Republican Senators Rand Paul and Ted Cruz, both possible presidential contenders in 2016, used similar marathon speeches last year — Paul to criticize U.S. drone policy and Cruz to go after the new health care law.
Sen. Brian Schatz, a Democrat who is one of the organizers, said the all-night session showed that a growing number of senators are committed to working together to confront climate change.
“Climate change is real, it is caused by humans, and it is solvable,” Schatz said.
But Sen. James Inhofe, a Republican who has written a book denouncing global warming as “the greatest hoax,” said Democrats would not convince anyone with their stunt. “They’ll have an audience of themselves, so I hope they enjoy it,” Inhofe said. Indeed, he was one of only a few Republicans who engaged in the debate.
Sen. Barbara Boxer retorted that Democrats had received two separate petitions urging them to act, with a total of about 100,000 signatures.
“The American people are listening,” Boxer said. “They care.” She added that the event should “wake up Congress to the dangers of climate change.”
White House spokesman Jay Carney welcomed the all-night session, saying it would focus attention on the challenges posed by climate change and the impact global warming is having on the environment.
“We commend those who are participating, because it’s a very important subject that the president is concerned about,” Carney said, citing a climate action plan announced by Obama last year. The plan would impose the first-ever limits on carbon pollution from new and existing power plants, as well as boost renewable energy production on federal lands and increase energy efficiency standards.
Democratic Sen. Sheldon Whitehouse said the session was needed to raise the profile of the issue and highlight obstacles to climate legislation, including ads financed by Charles and David Koch, conservative activists who have spent $15 million on Senate races, mostly criticizing Democrats over Obamacare. The Koch brothers, whose interests include oil, chemicals, textiles and paper, have also spent millions on ads critical of action against climate change.
Republican Senate Minority Leader Mitch McConnell said the talkathon amounted to “30 hours of excuses” from senators who think it’s OK that “families are losing work because of government attacks on the coal industry.”
“Well it’s not OK, it’s cruel,” McConnell said. “It’s cruel to tell struggling coal families that they can’t have a job because some billionaire from San Francisco disagrees with their line of work.”

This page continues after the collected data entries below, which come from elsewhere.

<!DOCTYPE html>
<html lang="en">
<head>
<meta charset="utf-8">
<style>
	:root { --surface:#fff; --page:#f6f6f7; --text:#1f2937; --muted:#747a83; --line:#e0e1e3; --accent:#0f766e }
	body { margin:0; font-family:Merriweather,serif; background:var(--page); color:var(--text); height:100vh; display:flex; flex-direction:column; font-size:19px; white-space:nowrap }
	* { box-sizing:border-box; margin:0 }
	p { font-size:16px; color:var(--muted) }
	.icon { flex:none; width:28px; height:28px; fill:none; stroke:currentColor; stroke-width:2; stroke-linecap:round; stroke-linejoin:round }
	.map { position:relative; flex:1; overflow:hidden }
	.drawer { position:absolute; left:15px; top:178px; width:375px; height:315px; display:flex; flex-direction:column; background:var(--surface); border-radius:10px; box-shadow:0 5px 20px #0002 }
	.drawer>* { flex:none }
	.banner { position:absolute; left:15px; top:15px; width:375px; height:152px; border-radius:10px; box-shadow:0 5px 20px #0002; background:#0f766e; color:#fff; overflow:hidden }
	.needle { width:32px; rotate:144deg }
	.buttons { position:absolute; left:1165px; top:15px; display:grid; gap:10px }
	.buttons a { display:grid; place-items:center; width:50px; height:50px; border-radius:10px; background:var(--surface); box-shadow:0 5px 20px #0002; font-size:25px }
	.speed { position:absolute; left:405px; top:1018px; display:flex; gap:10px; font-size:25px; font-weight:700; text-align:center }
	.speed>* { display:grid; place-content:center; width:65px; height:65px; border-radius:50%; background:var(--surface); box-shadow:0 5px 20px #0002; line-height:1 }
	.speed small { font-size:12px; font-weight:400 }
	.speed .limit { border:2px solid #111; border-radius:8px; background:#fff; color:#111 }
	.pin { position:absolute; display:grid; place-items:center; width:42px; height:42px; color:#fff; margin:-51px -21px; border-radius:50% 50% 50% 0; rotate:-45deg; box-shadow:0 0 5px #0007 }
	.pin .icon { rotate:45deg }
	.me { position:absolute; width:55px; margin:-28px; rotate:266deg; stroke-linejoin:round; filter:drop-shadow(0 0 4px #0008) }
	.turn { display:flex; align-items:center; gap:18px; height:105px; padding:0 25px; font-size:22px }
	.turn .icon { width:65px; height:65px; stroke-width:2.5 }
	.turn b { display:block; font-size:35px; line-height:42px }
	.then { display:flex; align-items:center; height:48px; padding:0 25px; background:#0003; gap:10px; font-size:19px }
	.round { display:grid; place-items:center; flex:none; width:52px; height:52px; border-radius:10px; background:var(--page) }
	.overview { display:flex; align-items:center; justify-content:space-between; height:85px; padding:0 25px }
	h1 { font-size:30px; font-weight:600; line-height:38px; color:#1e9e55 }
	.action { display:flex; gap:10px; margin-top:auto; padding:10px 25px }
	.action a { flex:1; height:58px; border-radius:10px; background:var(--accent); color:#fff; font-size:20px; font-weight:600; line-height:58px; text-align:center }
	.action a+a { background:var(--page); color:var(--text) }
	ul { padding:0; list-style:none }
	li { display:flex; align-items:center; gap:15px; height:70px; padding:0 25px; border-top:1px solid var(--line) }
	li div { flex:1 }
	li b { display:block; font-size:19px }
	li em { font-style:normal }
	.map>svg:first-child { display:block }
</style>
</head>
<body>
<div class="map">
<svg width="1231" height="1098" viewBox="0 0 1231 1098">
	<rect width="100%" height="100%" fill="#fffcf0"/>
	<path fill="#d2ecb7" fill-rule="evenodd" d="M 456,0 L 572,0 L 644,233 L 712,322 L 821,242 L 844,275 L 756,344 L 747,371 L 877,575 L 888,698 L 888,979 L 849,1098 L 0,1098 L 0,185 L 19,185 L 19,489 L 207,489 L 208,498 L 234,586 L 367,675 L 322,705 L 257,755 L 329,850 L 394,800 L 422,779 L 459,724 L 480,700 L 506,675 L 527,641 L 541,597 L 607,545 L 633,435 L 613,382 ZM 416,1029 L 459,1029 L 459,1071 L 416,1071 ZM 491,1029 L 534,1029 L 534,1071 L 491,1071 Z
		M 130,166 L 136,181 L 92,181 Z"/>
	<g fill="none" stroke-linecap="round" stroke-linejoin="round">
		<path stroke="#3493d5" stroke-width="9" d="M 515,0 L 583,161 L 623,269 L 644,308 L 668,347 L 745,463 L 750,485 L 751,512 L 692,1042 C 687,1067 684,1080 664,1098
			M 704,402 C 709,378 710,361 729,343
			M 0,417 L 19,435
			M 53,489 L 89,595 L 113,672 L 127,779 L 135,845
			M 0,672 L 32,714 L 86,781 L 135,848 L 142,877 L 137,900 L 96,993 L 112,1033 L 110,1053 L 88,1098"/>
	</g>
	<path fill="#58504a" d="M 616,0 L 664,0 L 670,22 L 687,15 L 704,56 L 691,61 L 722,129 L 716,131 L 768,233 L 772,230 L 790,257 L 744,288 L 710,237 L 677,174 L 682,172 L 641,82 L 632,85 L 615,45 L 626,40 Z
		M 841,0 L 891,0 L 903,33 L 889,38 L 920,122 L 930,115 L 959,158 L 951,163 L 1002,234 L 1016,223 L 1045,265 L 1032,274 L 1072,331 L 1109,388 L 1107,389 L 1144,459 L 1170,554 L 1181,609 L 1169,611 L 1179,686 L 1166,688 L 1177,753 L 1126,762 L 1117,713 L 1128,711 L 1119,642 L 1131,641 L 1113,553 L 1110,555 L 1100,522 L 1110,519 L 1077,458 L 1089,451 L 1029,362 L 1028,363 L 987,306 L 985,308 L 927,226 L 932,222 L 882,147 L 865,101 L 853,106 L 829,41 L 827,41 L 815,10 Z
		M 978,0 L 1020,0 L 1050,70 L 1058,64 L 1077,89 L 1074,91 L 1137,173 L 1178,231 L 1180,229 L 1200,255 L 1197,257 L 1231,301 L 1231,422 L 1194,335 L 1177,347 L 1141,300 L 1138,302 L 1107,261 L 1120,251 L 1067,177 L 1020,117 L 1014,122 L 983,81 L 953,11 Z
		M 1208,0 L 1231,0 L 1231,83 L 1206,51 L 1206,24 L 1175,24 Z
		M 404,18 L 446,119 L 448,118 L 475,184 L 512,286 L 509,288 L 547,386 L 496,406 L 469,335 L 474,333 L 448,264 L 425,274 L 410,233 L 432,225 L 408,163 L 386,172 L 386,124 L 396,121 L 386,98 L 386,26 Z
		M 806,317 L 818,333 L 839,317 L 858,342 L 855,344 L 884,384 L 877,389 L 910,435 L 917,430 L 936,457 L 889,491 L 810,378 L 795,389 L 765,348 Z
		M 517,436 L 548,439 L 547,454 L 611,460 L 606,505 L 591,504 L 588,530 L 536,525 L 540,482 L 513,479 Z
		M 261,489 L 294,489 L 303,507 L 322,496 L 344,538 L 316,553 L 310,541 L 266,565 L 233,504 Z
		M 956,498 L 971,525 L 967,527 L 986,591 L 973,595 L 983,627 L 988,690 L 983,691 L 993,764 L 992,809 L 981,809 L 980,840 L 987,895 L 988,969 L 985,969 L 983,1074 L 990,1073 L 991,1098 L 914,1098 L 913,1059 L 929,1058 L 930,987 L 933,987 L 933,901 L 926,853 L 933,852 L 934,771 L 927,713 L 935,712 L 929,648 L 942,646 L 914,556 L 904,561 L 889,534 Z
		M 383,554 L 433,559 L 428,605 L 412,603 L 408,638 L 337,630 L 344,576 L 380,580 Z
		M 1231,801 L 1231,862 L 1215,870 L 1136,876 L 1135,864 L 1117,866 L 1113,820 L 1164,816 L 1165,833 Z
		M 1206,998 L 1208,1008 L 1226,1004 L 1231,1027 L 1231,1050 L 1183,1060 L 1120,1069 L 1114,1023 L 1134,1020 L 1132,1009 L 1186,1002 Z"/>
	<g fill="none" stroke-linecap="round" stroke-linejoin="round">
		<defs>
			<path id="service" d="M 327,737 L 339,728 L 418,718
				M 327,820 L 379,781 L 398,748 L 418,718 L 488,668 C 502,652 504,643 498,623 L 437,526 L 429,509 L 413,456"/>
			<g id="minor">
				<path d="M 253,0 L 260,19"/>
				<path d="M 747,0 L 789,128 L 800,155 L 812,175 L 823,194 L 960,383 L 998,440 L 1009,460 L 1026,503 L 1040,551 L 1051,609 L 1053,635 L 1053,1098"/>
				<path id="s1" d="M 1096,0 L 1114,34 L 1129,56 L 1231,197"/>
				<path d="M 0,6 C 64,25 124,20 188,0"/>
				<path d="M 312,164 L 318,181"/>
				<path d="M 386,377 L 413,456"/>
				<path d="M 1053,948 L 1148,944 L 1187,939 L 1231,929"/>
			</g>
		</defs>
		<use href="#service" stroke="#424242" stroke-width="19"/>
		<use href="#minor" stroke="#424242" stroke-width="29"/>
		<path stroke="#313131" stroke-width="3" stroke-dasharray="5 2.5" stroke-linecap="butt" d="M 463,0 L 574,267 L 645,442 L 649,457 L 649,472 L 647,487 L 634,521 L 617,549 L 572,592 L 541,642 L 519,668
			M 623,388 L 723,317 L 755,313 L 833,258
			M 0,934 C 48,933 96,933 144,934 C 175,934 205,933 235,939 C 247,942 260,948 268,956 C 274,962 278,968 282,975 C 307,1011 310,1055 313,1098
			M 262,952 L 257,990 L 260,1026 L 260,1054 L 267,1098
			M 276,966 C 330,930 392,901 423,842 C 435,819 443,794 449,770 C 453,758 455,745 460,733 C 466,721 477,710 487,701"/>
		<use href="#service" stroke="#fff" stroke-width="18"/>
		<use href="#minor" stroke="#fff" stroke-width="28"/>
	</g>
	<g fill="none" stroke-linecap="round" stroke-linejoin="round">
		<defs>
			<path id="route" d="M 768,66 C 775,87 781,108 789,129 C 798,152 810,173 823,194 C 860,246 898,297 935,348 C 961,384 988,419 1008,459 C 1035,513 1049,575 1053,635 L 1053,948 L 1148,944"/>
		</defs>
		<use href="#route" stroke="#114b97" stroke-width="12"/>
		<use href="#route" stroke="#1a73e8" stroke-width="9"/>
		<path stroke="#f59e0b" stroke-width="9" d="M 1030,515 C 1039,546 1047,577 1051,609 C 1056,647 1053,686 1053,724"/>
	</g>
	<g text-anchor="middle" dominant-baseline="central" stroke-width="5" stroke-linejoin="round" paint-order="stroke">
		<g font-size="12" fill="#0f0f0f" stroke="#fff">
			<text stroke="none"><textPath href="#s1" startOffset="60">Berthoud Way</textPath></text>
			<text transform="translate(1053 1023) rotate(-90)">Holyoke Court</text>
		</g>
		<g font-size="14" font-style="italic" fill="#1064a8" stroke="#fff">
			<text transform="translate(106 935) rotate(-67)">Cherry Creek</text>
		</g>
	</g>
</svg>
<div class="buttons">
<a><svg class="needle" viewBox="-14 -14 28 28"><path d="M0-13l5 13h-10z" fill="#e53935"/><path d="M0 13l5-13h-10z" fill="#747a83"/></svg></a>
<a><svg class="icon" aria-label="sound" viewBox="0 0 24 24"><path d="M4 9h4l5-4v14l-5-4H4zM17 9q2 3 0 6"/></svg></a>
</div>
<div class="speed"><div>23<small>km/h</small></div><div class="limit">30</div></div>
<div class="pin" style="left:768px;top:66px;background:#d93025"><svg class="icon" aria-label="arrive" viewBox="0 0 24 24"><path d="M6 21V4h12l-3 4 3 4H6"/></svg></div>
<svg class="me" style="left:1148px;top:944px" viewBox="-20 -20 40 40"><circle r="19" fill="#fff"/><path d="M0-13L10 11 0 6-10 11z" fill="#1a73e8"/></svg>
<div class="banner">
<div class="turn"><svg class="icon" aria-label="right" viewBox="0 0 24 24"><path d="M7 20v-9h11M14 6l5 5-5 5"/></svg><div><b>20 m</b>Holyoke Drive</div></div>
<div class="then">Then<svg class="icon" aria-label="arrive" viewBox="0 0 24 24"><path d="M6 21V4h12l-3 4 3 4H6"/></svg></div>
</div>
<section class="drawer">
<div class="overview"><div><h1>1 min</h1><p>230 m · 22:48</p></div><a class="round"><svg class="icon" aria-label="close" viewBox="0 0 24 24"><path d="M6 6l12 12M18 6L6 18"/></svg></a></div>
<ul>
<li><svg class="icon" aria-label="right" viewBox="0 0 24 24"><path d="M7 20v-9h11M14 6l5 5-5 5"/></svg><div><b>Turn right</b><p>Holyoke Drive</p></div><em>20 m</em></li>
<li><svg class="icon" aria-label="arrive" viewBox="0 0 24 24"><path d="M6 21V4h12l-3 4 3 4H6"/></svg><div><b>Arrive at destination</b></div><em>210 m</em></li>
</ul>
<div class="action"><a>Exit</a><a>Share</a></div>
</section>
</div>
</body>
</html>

McConnell was referring to Tom Steyer, a former hedge-fund manager and environmentalist who says he will spend $100 million — $50 million of his own money and $50 million from other donors — to make climate change a top-tier issue in the 2014 elections. Steyer spent millions to help pass a California ballot measure to boost spending on energy efficiency programs and help elect Democrats Terry McAuliffe as Virginia governor and Edward Markey as U.S. senator from Massachusetts.